■ AIM OF THE TASK: From the entries below, copy every line where the string "parks" appears.

■ SUPPLIED RECORDS:
%%
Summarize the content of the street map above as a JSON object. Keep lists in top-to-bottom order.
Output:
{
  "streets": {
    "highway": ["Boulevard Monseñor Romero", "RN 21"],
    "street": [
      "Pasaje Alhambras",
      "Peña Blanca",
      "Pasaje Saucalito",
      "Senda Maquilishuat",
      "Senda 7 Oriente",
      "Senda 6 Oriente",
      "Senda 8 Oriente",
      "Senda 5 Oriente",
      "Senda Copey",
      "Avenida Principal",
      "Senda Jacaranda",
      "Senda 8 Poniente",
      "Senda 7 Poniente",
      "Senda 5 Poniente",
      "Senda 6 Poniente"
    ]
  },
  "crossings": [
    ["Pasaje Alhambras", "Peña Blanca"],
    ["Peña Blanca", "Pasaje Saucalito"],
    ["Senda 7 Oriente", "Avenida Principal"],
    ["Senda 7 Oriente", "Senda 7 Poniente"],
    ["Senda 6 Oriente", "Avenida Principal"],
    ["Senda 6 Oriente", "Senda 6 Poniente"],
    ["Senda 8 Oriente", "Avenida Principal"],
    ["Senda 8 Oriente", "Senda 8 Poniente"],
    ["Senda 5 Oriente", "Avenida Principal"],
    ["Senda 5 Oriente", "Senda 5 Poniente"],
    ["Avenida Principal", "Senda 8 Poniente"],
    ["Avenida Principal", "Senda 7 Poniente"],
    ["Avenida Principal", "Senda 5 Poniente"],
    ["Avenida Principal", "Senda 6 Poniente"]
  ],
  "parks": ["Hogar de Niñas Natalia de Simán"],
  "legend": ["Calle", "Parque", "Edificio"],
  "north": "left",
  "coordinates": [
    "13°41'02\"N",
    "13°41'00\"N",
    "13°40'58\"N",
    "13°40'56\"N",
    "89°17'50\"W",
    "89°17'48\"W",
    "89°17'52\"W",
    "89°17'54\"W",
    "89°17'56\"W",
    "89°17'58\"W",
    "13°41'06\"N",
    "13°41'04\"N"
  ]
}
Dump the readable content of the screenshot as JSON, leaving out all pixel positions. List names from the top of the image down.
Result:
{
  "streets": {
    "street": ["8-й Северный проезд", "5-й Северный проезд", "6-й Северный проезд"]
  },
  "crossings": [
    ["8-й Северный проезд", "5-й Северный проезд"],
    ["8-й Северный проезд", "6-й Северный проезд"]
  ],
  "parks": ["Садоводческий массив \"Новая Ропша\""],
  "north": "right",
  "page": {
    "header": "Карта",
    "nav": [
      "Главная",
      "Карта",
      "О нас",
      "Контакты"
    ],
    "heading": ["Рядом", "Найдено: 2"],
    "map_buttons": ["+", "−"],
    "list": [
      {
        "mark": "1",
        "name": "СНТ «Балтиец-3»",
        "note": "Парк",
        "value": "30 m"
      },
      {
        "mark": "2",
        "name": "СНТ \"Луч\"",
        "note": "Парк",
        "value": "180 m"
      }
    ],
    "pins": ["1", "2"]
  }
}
%%
■ ANSWER TO THIS PROBLEM:
  "parks": ["Hogar de Niñas Natalia de Simán"],
  "parks": ["Садоводческий массив \"Новая Ропша\""],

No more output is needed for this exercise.